Posted: Wed, 26 Oct 2011, 20:29
by Richo
Ah there is plenty of eV's around Perth with batteries from EV Works for proof.

I can't comment on the internals of the 12V battery.
But since a cars alternator will never get to the max of 4 cells in sereis I doubt it matters.

You would have to just watch over discharging them and even a cheapo voltemer/panel meter would probably give enough indication for that.

LiFePO4 batteries for an electric boat

Posted: Thu, 27 Oct 2011, 19:58
by bga
Thundersky cells are almost universal in road-going EV conversions around the country. EVWorks also has a controller for their cell-top BMSses to provide an undervolts lockout and charger control.
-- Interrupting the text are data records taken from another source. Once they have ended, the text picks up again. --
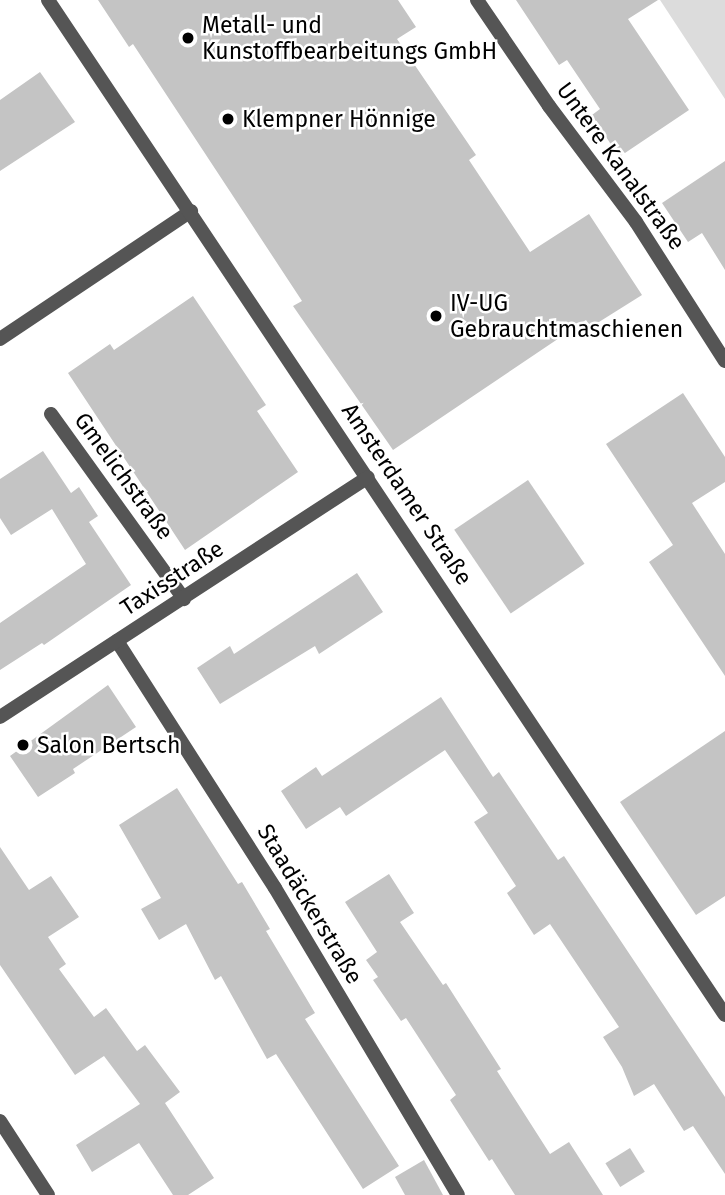 <!DOCTYPE html>
<meta charset="utf-8">
<style>
body{margin:0}
#map{position:relative;width:725px;height:1195px;overflow:hidden;background:#fff;font-family:"Fira Sans",sans-serif}
div>[style]{position:absolute}
.green>*{inset:0;background:#dcdcdc}
.building>*{inset:0;background:#c4c4c4;transform-origin:0 0}
.service>*{height:14px;margin:-7px;padding:0 7px;transform-origin:7px;border-radius:7px;background:#555}
.minor>*{height:14px;margin:-7px;padding:0 7px;transform-origin:7px;border-radius:7px;background:#555}
.tertiary>*{height:14px;margin:-7px;padding:0 7px;transform-origin:7px;border-radius:7px;background:#555}
.dots>*{width:19px;height:19px;translate:-50% -50%;box-sizing:border-box;border:4px solid #fff;border-radius:50%}
span{translate:-50% -50%;white-space:nowrap;text-align:center;line-height:1.15;-webkit-text-stroke:5px #fff;paint-order:stroke}
.poi-label{font-size:23px;color:#000}
.left{translate:0 -50%;text-align:left}
.street-label{font-size:23px;color:#000}
</style>
<div id="map">
<div class="green">
<div style="clip-path:polygon(660px 0,725px 0,725px 99px)"></div>
</div>
<div class="building">
<div style="clip-path:polygon(98px 0,398px 0,416px 27px,397px 39px,476px 155px,469px 160px,530px 252px,589px 214px,642px 295px,591px 327px,586px 320px,393px 450px,293px 306px,302px 301px,133px 44px,129px 47px)"></div>
<div style="clip-path:polygon(516px 0,658px 0,628px 19px,689px 110px,619px 157px,592px 115px,600px 109px,567px 60px,559px 65px)"></div>
<div style="clip-path:polygon(40px 72px,75px 122px,0 171px,0 100px)"></div>
<div style="clip-path:polygon(725px 161px,725px 270px,702px 233px,688px 242px,662px 203px)"></div>
<div style="clip-path:polygon(193px 296px,266px 405px,257px 411px,298px 472px,185px 550px,68px 373px,110px 344px,114px 350px)"></div>
<div style="clip-path:polygon(683px 393px,725px 457px,725px 482px,692px 503px,725px 554px,725px 676px,649px 562px,673px 545px,606px 444px)"></div>
<div style="clip-path:polygon(43px 451px,71px 493px,79px 487px,98px 516px,89px 522px,131px 585px,44px 645px,42px 643px,0 670px,0 623px,86px 564px,52px 509px,11px 535px,0 518px,0 479px)"></div>
<div style="left:528px;top:480px;width:101px;height:89px;rotate:56deg"></div>
<div style="clip-path:polygon(357px 573px,383px 612px,319px 654px,315px 646px,220px 704px,197px 668px,230px 646px,234px 654px)"></div>
<div style="clip-path:polygon(108px 685px,136px 727px,73px 769px,75px 773px,38px 797px,10px 756px)"></div>
<div style="clip-path:polygon(441px 697px,493px 777px,499px 772px,558px 860px,564px 856px,725px 1097px,725px 1174px,693px 1126px,684px 1131px,654px 1084px,634px 1096px,622px 1067px,603px 1037px,619px 1027px,550px 924px,534px 935px,507px 893px,516px 886px,474px 822px,488px 813px,445px 750px,346px 816px,340px 807px,306px 829px,281px 791px,316px 767px,322px 776px)"></div>
<div style="clip-path:polygon(725px 731px,725px 896px,696px 915px,620px 802px)"></div>
<div style="clip-path:polygon(177px 788px,238px 884px,242px 882px,270px 929px,266px 931px,315px 1013px,305px 1019px,399px 1166px,363px 1189px,276px 1054px,267px 1059px,221px 976px,215px 980px,186px 924px,159px 940px,141px 909px,161px 898px,119px 825px)"></div>
<div style="clip-path:polygon(0 847px,29px 890px,51px 876px,79px 917px,48px 937px,66px 964px,59px 969px,94px 1017px,106px 1008px,137px 1051px,145px 1045px,180px 1092px,165px 1103px,214px 1178px,188px 1195px,173px 1195px,139px 1143px,92px 1172px,76px 1145px,140px 1104px,104px 1056px,75px 1075px,0 965px)"></div>
<div style="clip-path:polygon(389px 874px,414px 913px,400px 922px,443px 985px,446px 983px,501px 1069px,497px 1071px,550px 1154px,569px 1142px,603px 1195px,515px 1195px,492px 1159px,489px 1161px,450px 1100px,456px 1095px,406px 1018px,401px 1021px,373px 980px,378px 977px,366px 960px,377px 952px,345px 902px)"></div>
<div style="left:630px;top:1148px;width:28px;height:29px;rotate:58deg"></div>
<div style="clip-path:polygon(424px 1160px,443px 1195px,405px 1195px,395px 1177px)"></div>
</div>
<div class="service">
<div style="left:0;top:339px;width:230px;rotate:-33.8deg"></div>
<div style="left:51px;top:414px;width:228px;rotate:54.3deg"></div>
</div>
<div class="minor">
<div style="left:48px;top:0;width:1220px;rotate:56.3deg"></div>
<div style="left:477px;top:0;width:128px;rotate:55.8deg"></div>
<div style="left:549px;top:106px;width:145px;rotate:53.1deg"></div>
<div style="left:636px;top:222px;width:165px;rotate:57.4deg"></div>
<div style="left:117px;top:641px;width:293px;rotate:57.4deg"></div>
<div style="left:275px;top:888px;width:357px;rotate:59.2deg"></div>
<div style="left:0;top:717px;width:439px;rotate:-33.1deg"></div>
</div>
<div class="tertiary">
<div style="left:0;top:1121px;width:88px;rotate:57deg"></div>
</div>
<div class="dots">
<div style="left:188px;top:38px;background:#000"></div>
<div style="left:228px;top:119px;background:#000"></div>
<div style="left:436px;top:316px;background:#000"></div>
<div style="left:23px;top:745px;background:#000"></div>
</div>
<div class="poi-label">
<span class="left" style="left:202px;top:38px">Metall- und<br>Kunstoffbearbeitungs GmbH</span>
<span class="left" style="left:242px;top:119px">Klempner Hönnige</span>
<span class="left" style="left:450px;top:316px">IV-UG<br>Gebrauchtmaschienen</span>
<span class="left" style="left:37px;top:745px">Salon Bertsch</span>
</div>
<div class="street-label">
<span style="left:621px;top:166px;rotate:54deg">Untere Kanalstraße</span>
<span style="left:124px;top:476px;rotate:54deg">Gmelichstraße</span>
<span style="left:407px;top:494px;rotate:56deg">Amsterdamer Straße</span>
<span style="left:172px;top:578px;rotate:-33deg">Taxisstraße</span>
<span style="left:310px;top:904px;rotate:59deg">Staadäckerstraße</span>
</div>
</div>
As for the 12V battery block option, you will probably get more bang for your buck with individual cells, say the popular 160AH type, which will deliver about 3.5kw. An alternative would be to use 90AHor 60AH cells.
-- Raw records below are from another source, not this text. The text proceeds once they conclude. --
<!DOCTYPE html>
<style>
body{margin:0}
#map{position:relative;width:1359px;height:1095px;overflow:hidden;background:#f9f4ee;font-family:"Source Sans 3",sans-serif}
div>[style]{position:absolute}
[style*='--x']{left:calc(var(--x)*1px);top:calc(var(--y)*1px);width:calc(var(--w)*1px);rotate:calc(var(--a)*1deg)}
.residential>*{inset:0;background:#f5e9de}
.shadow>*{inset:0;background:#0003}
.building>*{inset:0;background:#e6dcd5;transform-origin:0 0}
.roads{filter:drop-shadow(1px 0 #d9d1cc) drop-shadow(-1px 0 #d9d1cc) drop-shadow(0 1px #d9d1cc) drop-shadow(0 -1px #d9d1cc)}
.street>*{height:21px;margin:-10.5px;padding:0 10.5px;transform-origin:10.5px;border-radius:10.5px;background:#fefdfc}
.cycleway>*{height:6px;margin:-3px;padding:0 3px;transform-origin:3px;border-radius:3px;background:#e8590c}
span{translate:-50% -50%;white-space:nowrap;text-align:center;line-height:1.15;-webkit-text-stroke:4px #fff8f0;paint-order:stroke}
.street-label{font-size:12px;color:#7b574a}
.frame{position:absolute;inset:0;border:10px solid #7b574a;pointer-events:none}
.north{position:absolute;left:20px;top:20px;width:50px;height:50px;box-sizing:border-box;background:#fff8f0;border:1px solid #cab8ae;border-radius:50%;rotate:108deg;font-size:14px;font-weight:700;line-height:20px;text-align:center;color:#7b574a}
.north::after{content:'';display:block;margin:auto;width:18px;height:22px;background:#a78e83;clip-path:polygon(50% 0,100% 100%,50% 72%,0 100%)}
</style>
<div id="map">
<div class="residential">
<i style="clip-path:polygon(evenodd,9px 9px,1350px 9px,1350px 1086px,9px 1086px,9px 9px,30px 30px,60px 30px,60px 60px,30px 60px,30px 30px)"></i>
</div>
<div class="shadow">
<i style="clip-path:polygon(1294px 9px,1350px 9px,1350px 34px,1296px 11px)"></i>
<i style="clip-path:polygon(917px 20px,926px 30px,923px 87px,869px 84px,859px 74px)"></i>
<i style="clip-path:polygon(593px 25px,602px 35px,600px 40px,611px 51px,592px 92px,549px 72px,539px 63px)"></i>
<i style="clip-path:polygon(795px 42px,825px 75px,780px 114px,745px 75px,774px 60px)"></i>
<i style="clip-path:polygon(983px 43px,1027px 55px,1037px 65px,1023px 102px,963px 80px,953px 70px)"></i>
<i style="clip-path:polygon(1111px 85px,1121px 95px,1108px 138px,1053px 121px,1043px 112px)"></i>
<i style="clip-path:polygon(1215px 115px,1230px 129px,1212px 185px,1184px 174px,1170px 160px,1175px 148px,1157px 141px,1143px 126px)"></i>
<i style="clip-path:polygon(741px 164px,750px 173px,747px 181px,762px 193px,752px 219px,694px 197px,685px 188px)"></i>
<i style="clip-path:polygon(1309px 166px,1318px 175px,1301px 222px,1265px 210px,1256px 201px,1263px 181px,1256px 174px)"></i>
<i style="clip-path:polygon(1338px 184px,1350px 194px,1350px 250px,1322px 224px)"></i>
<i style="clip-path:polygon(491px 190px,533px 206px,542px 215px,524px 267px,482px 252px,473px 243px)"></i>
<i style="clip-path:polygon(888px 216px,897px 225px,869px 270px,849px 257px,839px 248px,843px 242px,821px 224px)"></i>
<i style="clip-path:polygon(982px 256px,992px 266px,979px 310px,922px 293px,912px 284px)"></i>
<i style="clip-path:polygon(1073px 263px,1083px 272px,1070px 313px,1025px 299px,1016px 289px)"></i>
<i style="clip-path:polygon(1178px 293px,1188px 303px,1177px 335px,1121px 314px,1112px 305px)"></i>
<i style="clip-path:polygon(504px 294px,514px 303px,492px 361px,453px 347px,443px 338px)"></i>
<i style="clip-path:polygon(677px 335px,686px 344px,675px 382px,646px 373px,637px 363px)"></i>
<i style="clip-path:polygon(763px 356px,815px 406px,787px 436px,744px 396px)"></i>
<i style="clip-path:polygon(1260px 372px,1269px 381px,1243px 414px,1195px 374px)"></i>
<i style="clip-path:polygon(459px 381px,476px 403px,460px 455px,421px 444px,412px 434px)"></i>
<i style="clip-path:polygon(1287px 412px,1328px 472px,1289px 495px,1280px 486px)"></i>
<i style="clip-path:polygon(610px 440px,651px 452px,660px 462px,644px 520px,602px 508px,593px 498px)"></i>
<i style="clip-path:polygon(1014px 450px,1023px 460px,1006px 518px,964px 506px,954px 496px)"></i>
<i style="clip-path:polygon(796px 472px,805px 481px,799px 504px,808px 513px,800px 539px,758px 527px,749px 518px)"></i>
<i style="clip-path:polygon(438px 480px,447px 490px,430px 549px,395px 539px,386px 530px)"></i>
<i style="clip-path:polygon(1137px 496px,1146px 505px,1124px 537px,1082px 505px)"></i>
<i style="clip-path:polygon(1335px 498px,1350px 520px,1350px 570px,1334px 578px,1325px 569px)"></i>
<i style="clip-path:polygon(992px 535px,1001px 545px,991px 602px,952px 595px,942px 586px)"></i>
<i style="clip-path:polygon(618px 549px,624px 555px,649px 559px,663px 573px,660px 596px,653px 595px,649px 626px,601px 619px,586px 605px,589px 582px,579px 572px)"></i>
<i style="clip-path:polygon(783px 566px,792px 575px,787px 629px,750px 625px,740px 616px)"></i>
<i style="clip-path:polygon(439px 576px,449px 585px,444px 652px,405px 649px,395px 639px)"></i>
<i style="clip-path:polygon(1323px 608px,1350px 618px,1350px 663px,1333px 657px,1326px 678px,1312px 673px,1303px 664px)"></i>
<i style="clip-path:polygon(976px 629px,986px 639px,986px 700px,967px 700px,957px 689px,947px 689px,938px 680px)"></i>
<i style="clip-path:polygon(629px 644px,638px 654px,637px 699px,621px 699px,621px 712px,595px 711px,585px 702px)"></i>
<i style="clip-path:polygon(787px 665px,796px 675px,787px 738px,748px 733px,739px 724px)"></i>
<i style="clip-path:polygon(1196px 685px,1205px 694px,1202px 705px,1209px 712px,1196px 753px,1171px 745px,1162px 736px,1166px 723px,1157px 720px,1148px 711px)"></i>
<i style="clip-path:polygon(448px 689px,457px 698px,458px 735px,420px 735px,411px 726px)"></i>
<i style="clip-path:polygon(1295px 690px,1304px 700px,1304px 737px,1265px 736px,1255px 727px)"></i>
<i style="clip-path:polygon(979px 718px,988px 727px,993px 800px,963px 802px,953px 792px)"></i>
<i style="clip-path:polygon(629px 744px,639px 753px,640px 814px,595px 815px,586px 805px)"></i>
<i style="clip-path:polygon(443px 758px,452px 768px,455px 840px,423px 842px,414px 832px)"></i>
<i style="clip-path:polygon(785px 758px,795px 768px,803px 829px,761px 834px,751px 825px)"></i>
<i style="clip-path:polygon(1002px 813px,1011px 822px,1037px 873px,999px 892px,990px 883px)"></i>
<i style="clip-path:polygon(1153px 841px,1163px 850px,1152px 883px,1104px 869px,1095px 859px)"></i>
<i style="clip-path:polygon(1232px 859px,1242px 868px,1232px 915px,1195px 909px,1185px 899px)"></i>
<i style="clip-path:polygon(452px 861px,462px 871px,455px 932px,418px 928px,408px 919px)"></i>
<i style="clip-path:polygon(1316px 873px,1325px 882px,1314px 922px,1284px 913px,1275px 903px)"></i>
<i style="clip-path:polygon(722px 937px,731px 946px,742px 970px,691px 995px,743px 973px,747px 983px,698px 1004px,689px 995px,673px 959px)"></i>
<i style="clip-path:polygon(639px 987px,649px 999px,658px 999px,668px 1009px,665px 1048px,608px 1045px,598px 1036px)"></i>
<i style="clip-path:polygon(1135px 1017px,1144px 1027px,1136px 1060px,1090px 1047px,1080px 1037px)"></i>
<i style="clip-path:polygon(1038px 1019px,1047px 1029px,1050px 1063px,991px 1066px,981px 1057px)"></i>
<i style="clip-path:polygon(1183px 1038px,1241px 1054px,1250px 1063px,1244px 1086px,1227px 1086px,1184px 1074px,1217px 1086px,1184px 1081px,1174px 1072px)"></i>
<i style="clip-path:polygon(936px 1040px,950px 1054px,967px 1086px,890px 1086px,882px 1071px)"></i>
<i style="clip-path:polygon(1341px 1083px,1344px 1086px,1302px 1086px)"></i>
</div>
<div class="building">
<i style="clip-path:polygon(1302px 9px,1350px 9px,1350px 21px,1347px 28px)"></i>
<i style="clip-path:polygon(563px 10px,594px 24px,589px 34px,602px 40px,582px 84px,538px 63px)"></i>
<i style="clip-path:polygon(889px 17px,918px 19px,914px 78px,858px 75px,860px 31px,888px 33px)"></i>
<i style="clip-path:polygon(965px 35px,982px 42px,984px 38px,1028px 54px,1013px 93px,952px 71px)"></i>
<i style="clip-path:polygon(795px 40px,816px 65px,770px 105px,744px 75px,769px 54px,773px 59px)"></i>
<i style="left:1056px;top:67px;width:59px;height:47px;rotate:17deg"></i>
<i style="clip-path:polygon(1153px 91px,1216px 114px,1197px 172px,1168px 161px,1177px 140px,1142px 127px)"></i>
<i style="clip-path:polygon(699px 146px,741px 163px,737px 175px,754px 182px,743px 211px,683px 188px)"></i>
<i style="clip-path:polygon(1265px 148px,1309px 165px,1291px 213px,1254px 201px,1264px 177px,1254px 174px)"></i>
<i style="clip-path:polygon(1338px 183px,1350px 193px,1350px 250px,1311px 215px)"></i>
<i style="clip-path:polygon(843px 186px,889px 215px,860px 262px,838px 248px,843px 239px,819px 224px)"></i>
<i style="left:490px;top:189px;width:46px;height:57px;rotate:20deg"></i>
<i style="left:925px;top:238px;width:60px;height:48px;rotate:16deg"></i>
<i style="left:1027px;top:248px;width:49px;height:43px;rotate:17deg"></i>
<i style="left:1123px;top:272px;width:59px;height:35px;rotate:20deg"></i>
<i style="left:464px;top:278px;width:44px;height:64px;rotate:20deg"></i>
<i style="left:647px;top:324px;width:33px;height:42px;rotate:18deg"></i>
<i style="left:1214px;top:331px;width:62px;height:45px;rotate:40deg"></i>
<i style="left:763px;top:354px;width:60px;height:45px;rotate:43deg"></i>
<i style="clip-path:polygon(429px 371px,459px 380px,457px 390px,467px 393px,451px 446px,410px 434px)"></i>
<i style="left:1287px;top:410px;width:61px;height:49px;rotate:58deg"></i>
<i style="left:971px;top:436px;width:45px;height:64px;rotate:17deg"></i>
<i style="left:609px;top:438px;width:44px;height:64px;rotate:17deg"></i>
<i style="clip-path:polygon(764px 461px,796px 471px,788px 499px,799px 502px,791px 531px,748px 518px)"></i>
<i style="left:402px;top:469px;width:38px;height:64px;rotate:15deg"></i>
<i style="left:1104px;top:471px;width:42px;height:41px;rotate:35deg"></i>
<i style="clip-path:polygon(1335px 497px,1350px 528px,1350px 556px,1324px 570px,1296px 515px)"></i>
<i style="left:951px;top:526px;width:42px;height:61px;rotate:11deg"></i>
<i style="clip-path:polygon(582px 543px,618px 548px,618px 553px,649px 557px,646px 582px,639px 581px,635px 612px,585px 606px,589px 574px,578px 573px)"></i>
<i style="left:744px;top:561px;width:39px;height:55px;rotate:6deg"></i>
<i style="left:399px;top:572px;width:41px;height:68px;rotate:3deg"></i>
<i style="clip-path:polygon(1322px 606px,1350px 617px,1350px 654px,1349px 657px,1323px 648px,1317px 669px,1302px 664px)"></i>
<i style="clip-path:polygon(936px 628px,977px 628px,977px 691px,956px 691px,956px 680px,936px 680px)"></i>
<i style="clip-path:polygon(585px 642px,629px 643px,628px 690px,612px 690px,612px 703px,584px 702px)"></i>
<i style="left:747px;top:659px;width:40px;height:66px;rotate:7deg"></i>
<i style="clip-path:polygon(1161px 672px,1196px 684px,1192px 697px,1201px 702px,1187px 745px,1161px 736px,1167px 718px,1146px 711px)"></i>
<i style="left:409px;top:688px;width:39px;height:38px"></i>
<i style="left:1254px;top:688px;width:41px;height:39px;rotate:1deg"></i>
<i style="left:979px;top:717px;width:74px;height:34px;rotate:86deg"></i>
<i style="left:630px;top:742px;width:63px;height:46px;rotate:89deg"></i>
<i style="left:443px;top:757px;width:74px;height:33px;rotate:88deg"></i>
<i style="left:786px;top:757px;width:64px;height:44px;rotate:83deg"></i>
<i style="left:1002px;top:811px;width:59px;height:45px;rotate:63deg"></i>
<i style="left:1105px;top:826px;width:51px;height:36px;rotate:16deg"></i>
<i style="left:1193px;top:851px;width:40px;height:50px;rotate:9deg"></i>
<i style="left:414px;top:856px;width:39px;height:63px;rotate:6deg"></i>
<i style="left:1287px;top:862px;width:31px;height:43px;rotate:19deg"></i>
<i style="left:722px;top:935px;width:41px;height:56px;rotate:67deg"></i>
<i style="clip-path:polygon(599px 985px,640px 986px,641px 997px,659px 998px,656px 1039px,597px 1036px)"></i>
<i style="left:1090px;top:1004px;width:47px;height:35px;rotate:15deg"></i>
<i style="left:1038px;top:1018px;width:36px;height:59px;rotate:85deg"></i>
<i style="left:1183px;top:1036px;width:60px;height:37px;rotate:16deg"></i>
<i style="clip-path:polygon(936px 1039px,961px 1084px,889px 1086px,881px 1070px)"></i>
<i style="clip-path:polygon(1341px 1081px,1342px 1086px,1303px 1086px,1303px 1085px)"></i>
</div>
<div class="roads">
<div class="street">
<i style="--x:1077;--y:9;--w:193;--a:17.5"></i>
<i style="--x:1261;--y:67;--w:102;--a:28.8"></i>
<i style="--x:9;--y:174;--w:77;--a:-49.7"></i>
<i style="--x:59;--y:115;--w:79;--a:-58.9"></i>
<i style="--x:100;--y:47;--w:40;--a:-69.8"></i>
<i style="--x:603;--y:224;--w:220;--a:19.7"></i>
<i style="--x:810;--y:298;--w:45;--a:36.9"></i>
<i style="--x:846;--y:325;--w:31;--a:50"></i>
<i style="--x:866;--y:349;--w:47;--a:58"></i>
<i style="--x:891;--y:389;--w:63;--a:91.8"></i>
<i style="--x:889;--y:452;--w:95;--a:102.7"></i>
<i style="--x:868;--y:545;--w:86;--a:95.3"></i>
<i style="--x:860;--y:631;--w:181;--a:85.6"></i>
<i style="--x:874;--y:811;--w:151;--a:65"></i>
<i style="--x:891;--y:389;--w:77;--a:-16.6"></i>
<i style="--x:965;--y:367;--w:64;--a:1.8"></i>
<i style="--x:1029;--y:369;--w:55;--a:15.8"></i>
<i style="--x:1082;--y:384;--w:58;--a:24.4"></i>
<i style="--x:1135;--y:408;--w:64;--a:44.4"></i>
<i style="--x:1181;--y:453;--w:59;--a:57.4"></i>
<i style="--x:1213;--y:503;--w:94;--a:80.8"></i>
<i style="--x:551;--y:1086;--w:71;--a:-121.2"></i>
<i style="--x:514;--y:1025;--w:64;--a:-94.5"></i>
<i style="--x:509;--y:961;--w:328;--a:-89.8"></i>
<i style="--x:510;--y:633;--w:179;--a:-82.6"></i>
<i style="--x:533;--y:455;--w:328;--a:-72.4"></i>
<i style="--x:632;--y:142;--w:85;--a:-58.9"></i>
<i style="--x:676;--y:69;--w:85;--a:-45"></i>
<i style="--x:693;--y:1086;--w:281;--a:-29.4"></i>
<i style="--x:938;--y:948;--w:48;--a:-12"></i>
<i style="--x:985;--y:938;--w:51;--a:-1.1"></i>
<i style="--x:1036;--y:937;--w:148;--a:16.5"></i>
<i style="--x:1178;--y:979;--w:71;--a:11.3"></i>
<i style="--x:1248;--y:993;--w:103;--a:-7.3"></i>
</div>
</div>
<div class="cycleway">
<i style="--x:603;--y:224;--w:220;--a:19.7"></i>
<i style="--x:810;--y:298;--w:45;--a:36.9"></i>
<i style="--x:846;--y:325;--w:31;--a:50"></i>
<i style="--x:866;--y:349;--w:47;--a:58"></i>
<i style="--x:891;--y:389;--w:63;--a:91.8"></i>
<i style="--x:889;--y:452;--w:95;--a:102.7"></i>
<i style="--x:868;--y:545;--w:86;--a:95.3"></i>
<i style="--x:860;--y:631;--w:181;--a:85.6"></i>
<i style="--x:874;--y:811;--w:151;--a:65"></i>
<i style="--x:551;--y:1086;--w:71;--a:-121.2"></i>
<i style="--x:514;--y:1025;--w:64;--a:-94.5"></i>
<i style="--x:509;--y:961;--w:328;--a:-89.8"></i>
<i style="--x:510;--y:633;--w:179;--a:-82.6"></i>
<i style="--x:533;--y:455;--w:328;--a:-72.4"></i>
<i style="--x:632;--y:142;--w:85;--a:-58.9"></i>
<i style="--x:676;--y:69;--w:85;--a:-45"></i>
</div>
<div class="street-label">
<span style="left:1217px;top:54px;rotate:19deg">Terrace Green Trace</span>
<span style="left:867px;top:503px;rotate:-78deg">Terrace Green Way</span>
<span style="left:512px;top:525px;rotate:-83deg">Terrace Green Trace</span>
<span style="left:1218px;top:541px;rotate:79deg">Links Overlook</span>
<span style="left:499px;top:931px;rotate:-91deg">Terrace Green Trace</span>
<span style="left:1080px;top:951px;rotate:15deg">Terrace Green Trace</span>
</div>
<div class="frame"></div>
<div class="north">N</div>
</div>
EVWorks has just recently specified a system to do exactly this for a work project. We were most happy with the price.

LiFePO4 batteries for an electric boat

Posted: Fri, 28 Oct 2011, 14:37
by boatie
I enquired about 12V batteries with EV Works.
The answer:
“The 12V cells are made up of four individual cells, they are moulded
together from the factory. No BMS is installed in the pack so it is
important they are not over discharged.”

So no balancing of those 4 cells through the battery life - interesting.

LiFePO4 batteries for an electric boat

Posted: Fri, 28 Oct 2011, 15:09
by lithbattboss
boatie wrote: My apologies for posting electric boat question on EV forum, but where else to ask the battery question?

The source for electric boat information is the Australian Electric Boat Associoation-
http://www.electricboats.org.au/

LiFePO4 batteries for an electric boat

Posted: Sun, 30 Oct 2011, 15:26
by coulomb
lithbattboss wrote: The source for electric boat information is the Australian Electric Boat Association-
http://www.electricboats.org.au/

Admins: perhaps this could go onto the AEVA Links page, perhaps under Other Australian Organizations ?

While I feel that electric boats definitely are electric vehicles, I think that there would be enough unique problems with E-boats, and issues relevant to land vehicles that are not relevant to boats, that encouraging a separate web site and perhaps association makes sense.